Reject Spam Rejection

The case for rejecting spam

The proponents of rejecting spam with an SMTP error code (5xx) while the spammer is still connected would have you believe that this is the best idea since sliced bread. Their argument goes something like this:

  1. It immediately tells the sender that you've rejected their email. When the sender is not a spammer, you want the sender to be notified somehow that their message didn't get through and why.
  2. Spammers sometimes use the rejections to clean up their address lists. This means you will receive less spam in the long run.
  3. It saves money.
  4. It helps you avoid legal issues relating to spam. There may be legal issues relating to financial scams, money laundering, creation of a hostile working environment, etc.
I'm not 100% opposed to rejecting spam, but the idea has fundamental flaws.

General reasons

  1. Bayes training data! All that spam is great training data for Bayesian filtering and it's specific to a particular user. And if the spam is high-scoring spam, systems like SpamAssassin are able to automatically learn the message as spam and better recognize similar, but low-scoring spam.
  2. Finally, SpamAssassin and the concept of spam filters get blamed for misconfigured setups that reject mail in this way. (Well, I think they are all misconfigured, but other misconfigurations can cause additional false positives.)

SMTP 5xx - good idea with worse flaws

  1. SMTP bounce messages are sent by the sending mail server.

    There is no guarantee a sender of a false positive will receive a bounce message and even less of a guarantee that they will understand what it means or why they received it, especially for less technical users.

  2. Relying on the remote server to send a reject message gives you no reliable/comprehensible opportunity to provide an explanation that users can follow nor any way to provide a backdoor (like a password bypass, a web page, or other contact information).
  3. It relies on the faulty notions that spammers pay attention to error codes, that spammers clean their address lists, and that spammers compiling lists are the same people sending you spam.

    This is the one use of spam filters that causes the most flack and negative PR. Based on the magnitude of the flack resulting from rejection vs. tagging or foldering, it's hard to imagine how the total cost is lower.

Post-SMTP rejection - more worser

So, you want to send a friendly spam rejection that's easily readable.
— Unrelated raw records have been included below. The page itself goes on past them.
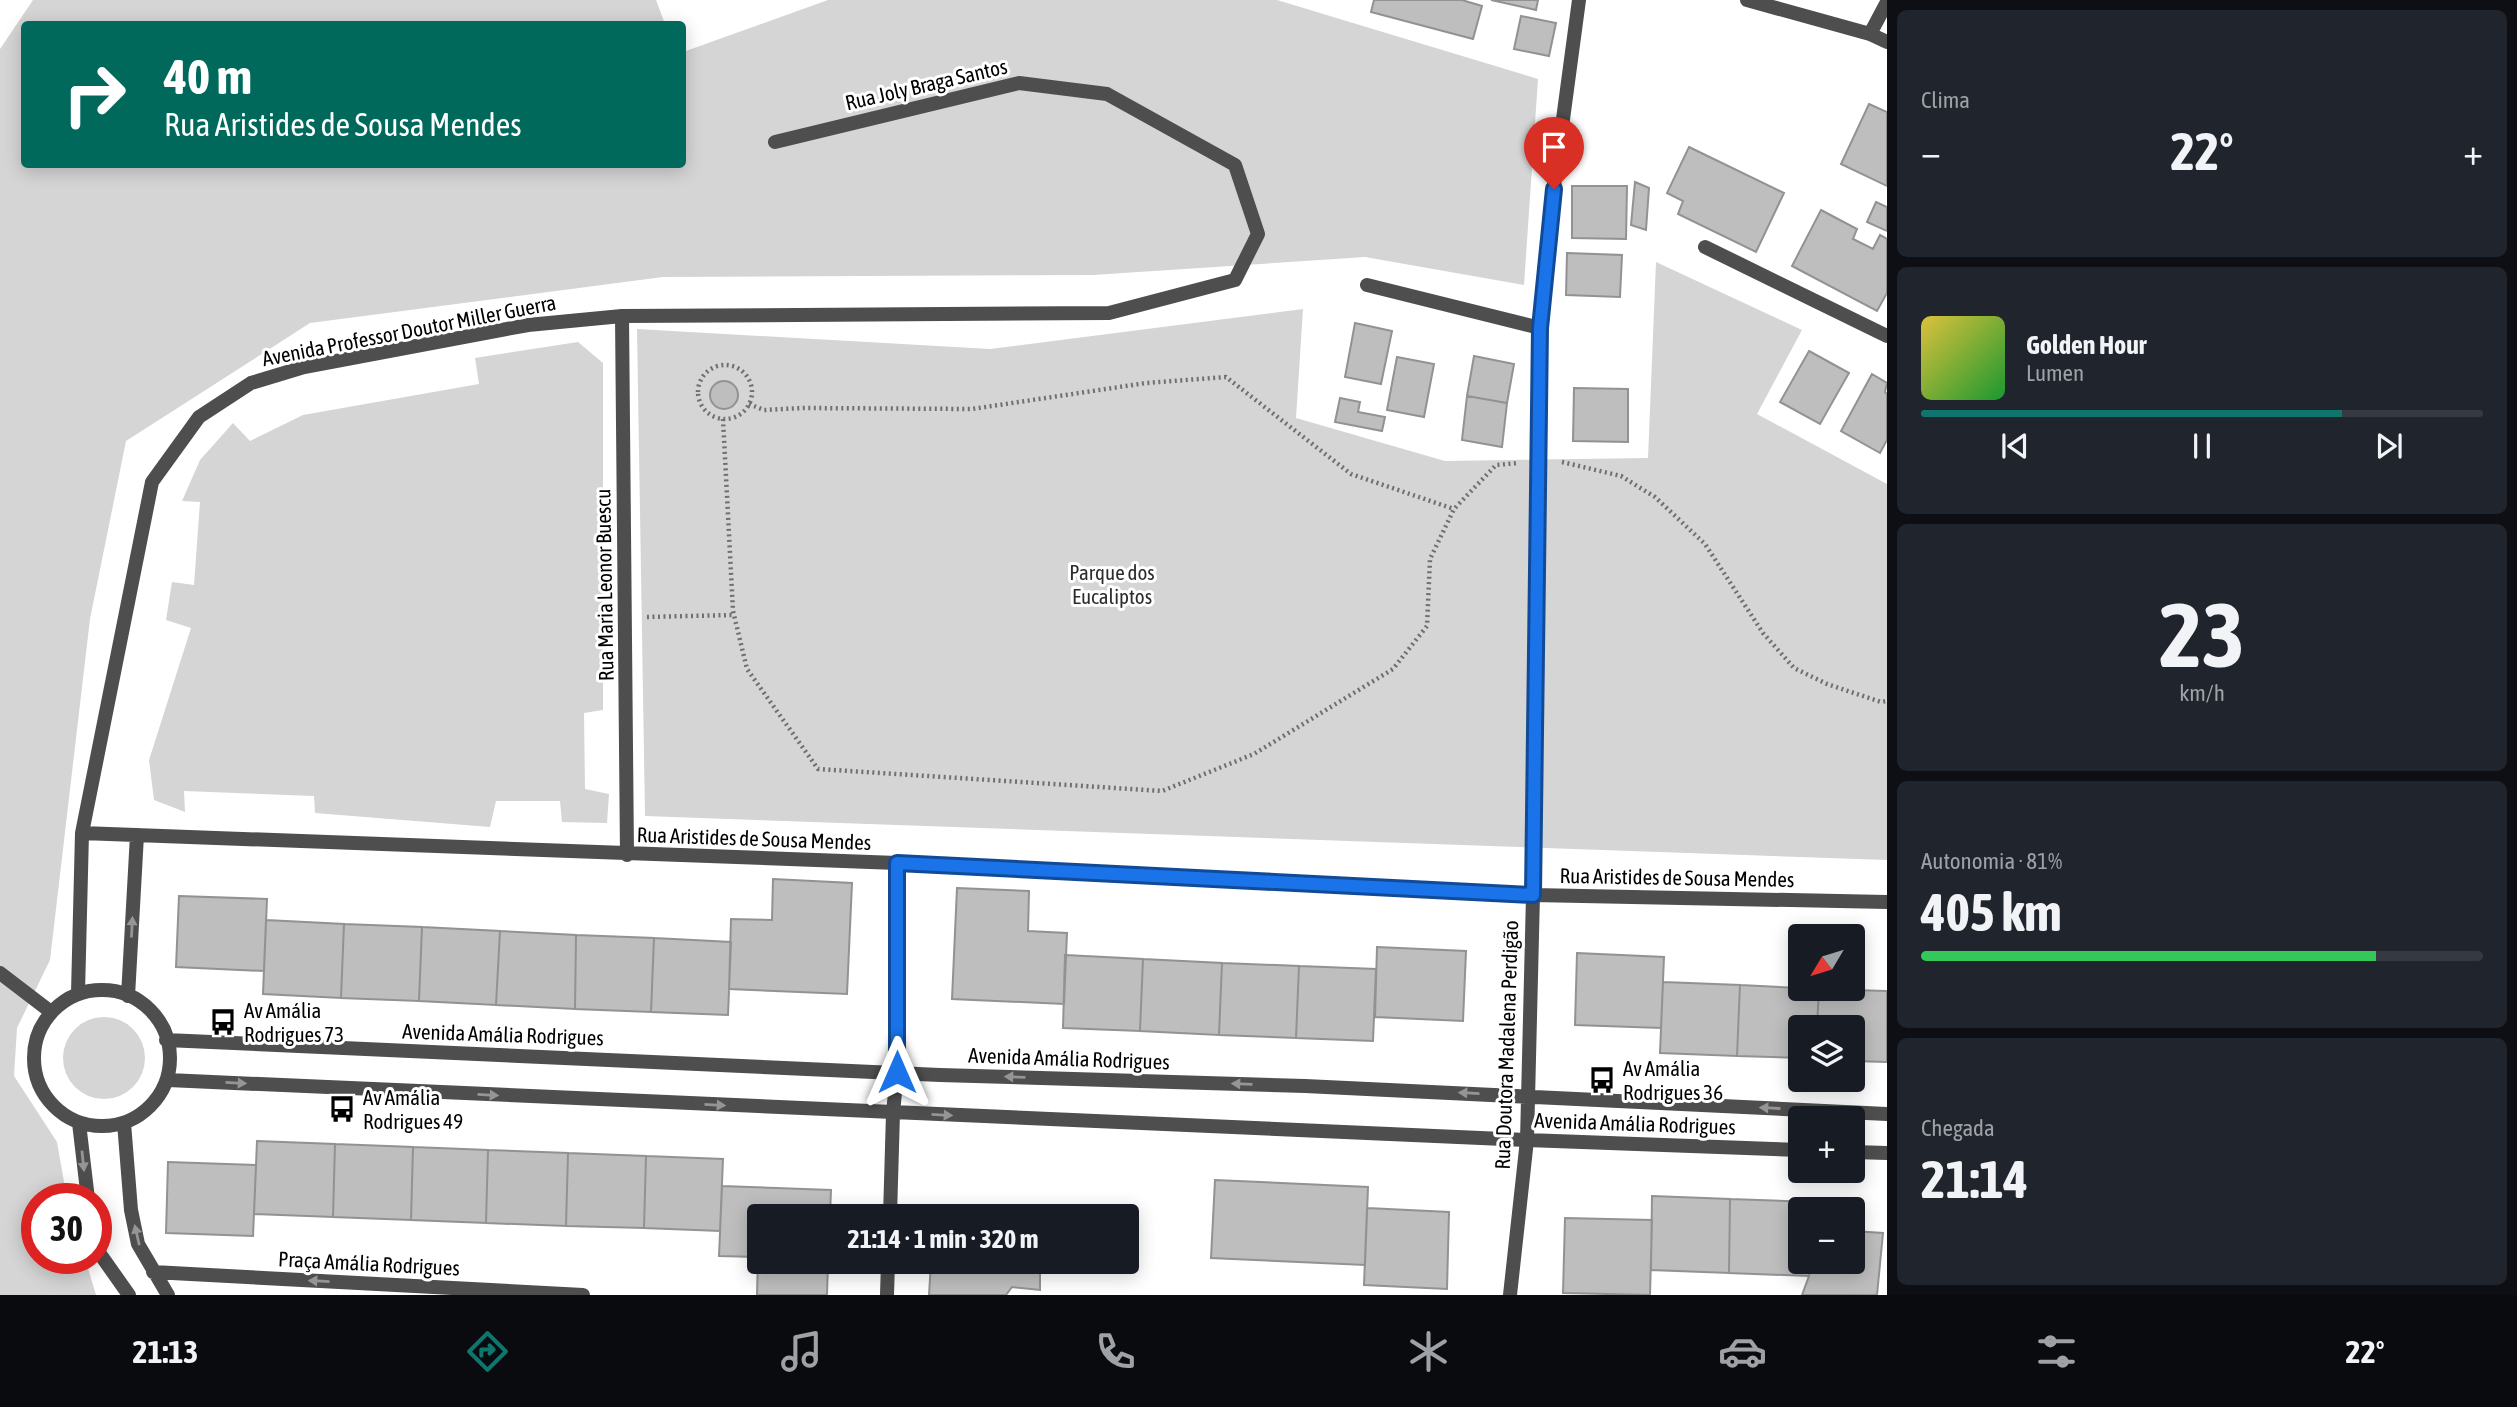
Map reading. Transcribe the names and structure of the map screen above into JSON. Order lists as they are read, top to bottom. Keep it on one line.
{"streets":{"street":["Rua Joly Braga Santos","Avenida Professor Doutor Miller Guerra","Rua Maria Leonor Buescu","Rua Aristides de Sousa Mendes","Avenida Amália Rodrigues","Rua Doutora Madalena Perdigão","Praça Amália Rodrigues"]},"crossings":[["Rua Joly Braga Santos","Avenida Professor Doutor Miller Guerra"],["Avenida Professor Doutor Miller Guerra","Rua Maria Leonor Buescu"],["Avenida Professor Doutor Miller Guerra","Rua Aristides de Sousa Mendes"],["Avenida Professor Doutor Miller Guerra","Avenida Amália Rodrigues"],["Rua Maria Leonor Buescu","Rua Aristides de Sousa Mendes"],["Rua Aristides de Sousa Mendes","Rua Doutora Madalena Perdigão"],["Avenida Amália Rodrigues","Rua Doutora Madalena Perdigão"]],"one_way":["Praça Amália Rodrigues"],"parks":["Parque dos Eucaliptos"],"places":{"bus stop":["Av Amália Rodrigues 73","Av Amália Rodrigues 36","Av Amália Rodrigues 49"]},"north":"bottom left","page":{"tile":["Clima",["23","km/h"],["Autonomia · 81%","405 km"],["Chegada","21:14"]],"turn":["40 m","Rua Aristides de Sousa Mendes"],"heat":["−","22°","+"],"song":["Golden Hour","Lumen"],"map_buttons":["+","−"],"limit":"30","trip":"21:14 · 1 min · 320 m","tabs":["21:13","22°"]}}
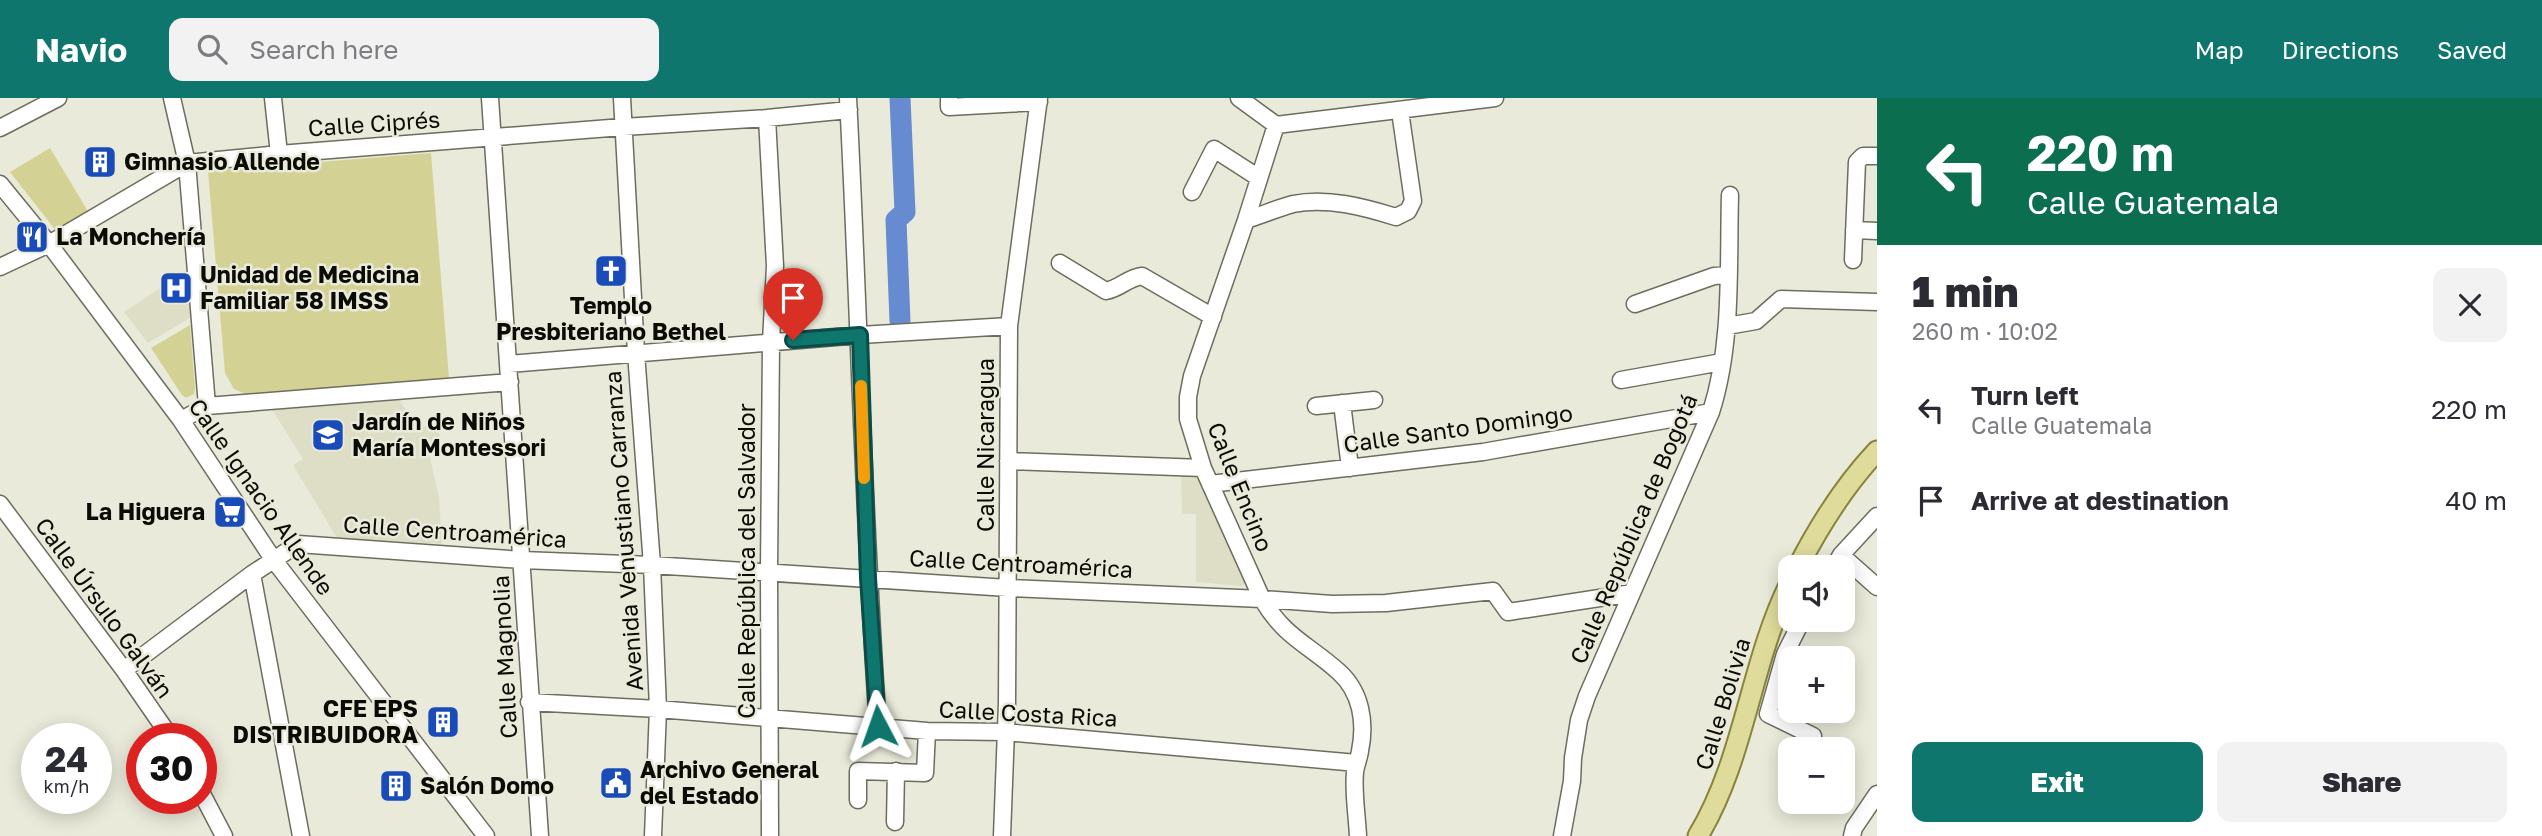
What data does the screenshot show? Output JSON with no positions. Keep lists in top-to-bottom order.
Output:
{
  "streets": {
    "main road": ["Calle Bolivia"],
    "street": [
      "Calle Ciprés",
      "Calle Santo Domingo",
      "Calle Nicaragua",
      "Calle Encino",
      "Calle Ignacio Allende",
      "Calle República de Bogotá",
      "Avenida Venustiano Carranza",
      "Calle Centroamérica",
      "Calle República del Salvador",
      "Calle Úrsulo Galván",
      "Calle Magnolia",
      "Calle Costa Rica"
    ]
  },
  "crossings": [
    ["Calle Ciprés", "Calle Ignacio Allende"],
    ["Calle Ciprés", "Avenida Venustiano Carranza"],
    ["Calle Ciprés", "Calle República del Salvador"],
    ["Calle Ciprés", "Calle Magnolia"],
    ["Calle Santo Domingo", "Calle Encino"],
    ["Calle Santo Domingo", "Calle República de Bogotá"],
    ["Calle Nicaragua", "Calle Centroamérica"],
    ["Calle Nicaragua", "Calle Costa Rica"],
    ["Calle Encino", "Calle Centroamérica"],
    ["Calle Encino", "Calle Costa Rica"],
    ["Calle Ignacio Allende", "Calle Centroamérica"],
    ["Calle República de Bogotá", "Calle Centroamérica"],
    ["Avenida Venustiano Carranza", "Calle Centroamérica"],
    ["Avenida Venustiano Carranza", "Calle Costa Rica"],
    ["Calle Centroamérica", "Calle República del Salvador"],
    ["Calle Centroamérica", "Calle Úrsulo Galván"],
    ["Calle Centroamérica", "Calle Magnolia"],
    ["Calle República del Salvador", "Calle Costa Rica"],
    ["Calle Magnolia", "Calle Costa Rica"]
  ],
  "places": {
    "building": ["Gimnasio Allende", "CFE EPS DISTRIBUIDORA", "Salón Domo"],
    "restaurant": ["La Monchería"],
    "church": ["Templo Presbiteriano Bethel"],
    "hospital": ["Unidad de Medicina Familiar 58 IMSS"],
    "school or university": ["Jardín de Niños María Montessori"],
    "supermarket": ["La Higuera"],
    "public building": ["Archivo General del Estado"]
  },
  "page": {
    "header": "Navio",
    "search": "Search here",
    "nav": ["Map", "Directions", "Saved"],
    "turn": ["220 m", "Calle Guatemala"],
    "heading": ["1 min", "260 m · 10:02"],
    "list": [
      {
        "name": "Turn left",
        "note": "Calle Guatemala",
        "value": "220 m"
      },
      {
        "name": "Arrive at destination",
        "value": "40 m"
      }
    ],
    "map_buttons": ["+", "−"],
    "speed": "24 km/h",
    "limit": "30",
    "buttons": ["Exit", "Share"]
  }
}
The Catch-22 is that you can make it readable, but you can't really be sure you're sending it to the right person.

In theory, a good way to reject spam is to accept the message at SMTP time and reject using a user-friendly customized reply with a full explanation and bypass mechanism of some sort. Why doesn't that work?

You do have to be very careful about using forged From: addresses since the From: address comes from the sender, so it can't be trusted and you'll just end up annoying people who are innocent. In theory, checking the sending IP against the domain, using SPF, or another sender verification method can fix this, but practically everyone gets this wrong.

I think most of the desire to reject at SMTP time comes from a gut reaction to spam. It's what I would call the "I won't even let it inside my network! Hehehe!" approach. However, SMTP was not designed for this. It's a misuse of the protocol with a seriously negative impact on usability. Maybe this can be addressed somehow in the future.

Better approaches

This also doesn't mean that all SMTP-based approaches to combating spam are invalid. Some SMTP-based approaches are okay, I think:

  1. teergrubing-style slowdowns on suspected spam (without rejection)
  2. local quarantine of questionable messages, retesting them later when additional data (bayes, distributed systems, etc.) is available.

Other flawed ideas

  1. Doing a temporary failure via 4xx code because you can't trust the sending MTA to resend.